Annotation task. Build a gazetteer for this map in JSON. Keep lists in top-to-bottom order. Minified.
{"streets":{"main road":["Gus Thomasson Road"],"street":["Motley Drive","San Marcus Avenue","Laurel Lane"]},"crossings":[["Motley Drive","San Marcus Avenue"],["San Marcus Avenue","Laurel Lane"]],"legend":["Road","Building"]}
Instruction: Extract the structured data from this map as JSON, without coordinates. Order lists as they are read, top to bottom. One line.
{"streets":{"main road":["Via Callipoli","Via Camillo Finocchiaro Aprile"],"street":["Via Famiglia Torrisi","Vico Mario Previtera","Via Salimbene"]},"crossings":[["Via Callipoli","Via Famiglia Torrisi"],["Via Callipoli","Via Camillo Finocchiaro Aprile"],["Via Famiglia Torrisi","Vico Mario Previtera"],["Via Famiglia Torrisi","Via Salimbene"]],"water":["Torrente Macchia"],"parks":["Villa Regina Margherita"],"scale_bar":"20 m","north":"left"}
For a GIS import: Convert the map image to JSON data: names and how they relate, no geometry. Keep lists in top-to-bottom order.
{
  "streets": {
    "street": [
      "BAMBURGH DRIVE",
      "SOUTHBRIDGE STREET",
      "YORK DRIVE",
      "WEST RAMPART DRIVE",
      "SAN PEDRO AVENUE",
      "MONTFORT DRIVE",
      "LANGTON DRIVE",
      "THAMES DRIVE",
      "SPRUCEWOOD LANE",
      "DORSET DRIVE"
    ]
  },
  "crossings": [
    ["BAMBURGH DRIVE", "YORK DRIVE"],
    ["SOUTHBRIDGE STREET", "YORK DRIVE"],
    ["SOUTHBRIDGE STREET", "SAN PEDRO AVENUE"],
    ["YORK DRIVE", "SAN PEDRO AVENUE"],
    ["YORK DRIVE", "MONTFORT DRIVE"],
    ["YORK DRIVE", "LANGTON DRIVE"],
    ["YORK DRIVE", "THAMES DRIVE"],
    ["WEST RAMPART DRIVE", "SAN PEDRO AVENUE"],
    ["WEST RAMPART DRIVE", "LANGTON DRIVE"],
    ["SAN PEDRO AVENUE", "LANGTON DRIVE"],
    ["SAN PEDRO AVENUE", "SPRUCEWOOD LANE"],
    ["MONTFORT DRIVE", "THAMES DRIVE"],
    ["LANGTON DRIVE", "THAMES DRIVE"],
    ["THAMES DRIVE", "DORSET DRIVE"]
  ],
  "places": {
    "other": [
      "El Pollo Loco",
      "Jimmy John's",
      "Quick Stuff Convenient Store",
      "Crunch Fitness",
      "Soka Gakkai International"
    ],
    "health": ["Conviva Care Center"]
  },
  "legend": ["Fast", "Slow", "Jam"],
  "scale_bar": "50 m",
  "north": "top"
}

▸ Activity
Every line of the material must be duplicated exactly.

▸ Answer box
Annotation task. Build a gazetteer for this map in JSON. Keep lists in top-to-bottom order. Minified.
{"streets":{"main road":["Gus Thomasson Road"],"street":["Motley Drive","San Marcus Avenue","Laurel Lane"]},"crossings":[["Motley Drive","San Marcus Avenue"],["San Marcus Avenue","Laurel Lane"]],"legend":["Road","Building"]}
Instruction: Extract the structured data from this map as JSON, without coordinates. Order lists as they are read, top to bottom. One line.
{"streets":{"main road":["Via Callipoli","Via Camillo Finocchiaro Aprile"],"street":["Via Famiglia Torrisi","Vico Mario Previtera","Via Salimbene"]},"crossings":[["Via Callipoli","Via Famiglia Torrisi"],["Via Callipoli","Via Camillo Finocchiaro Aprile"],["Via Famiglia Torrisi","Vico Mario Previtera"],["Via Famiglia Torrisi","Via Salimbene"]],"water":["Torrente Macchia"],"parks":["Villa Regina Margherita"],"scale_bar":"20 m","north":"left"}
For a GIS import: Convert the map image to JSON data: names and how they relate, no geometry. Keep lists in top-to-bottom order.
{
  "streets": {
    "street": [
      "BAMBURGH DRIVE",
      "SOUTHBRIDGE STREET",
      "YORK DRIVE",
      "WEST RAMPART DRIVE",
      "SAN PEDRO AVENUE",
      "MONTFORT DRIVE",
      "LANGTON DRIVE",
      "THAMES DRIVE",
      "SPRUCEWOOD LANE",
      "DORSET DRIVE"
    ]
  },
  "crossings": [
    ["BAMBURGH DRIVE", "YORK DRIVE"],
    ["SOUTHBRIDGE STREET", "YORK DRIVE"],
    ["SOUTHBRIDGE STREET", "SAN PEDRO AVENUE"],
    ["YORK DRIVE", "SAN PEDRO AVENUE"],
    ["YORK DRIVE", "MONTFORT DRIVE"],
    ["YORK DRIVE", "LANGTON DRIVE"],
    ["YORK DRIVE", "THAMES DRIVE"],
    ["WEST RAMPART DRIVE", "SAN PEDRO AVENUE"],
    ["WEST RAMPART DRIVE", "LANGTON DRIVE"],
    ["SAN PEDRO AVENUE", "LANGTON DRIVE"],
    ["SAN PEDRO AVENUE", "SPRUCEWOOD LANE"],
    ["MONTFORT DRIVE", "THAMES DRIVE"],
    ["LANGTON DRIVE", "THAMES DRIVE"],
    ["THAMES DRIVE", "DORSET DRIVE"]
  ],
  "places": {
    "other": [
      "El Pollo Loco",
      "Jimmy John's",
      "Quick Stuff Convenient Store",
      "Crunch Fitness",
      "Soka Gakkai International"
    ],
    "health": ["Conviva Care Center"]
  },
  "legend": ["Fast", "Slow", "Jam"],
  "scale_bar": "50 m",
  "north": "top"
}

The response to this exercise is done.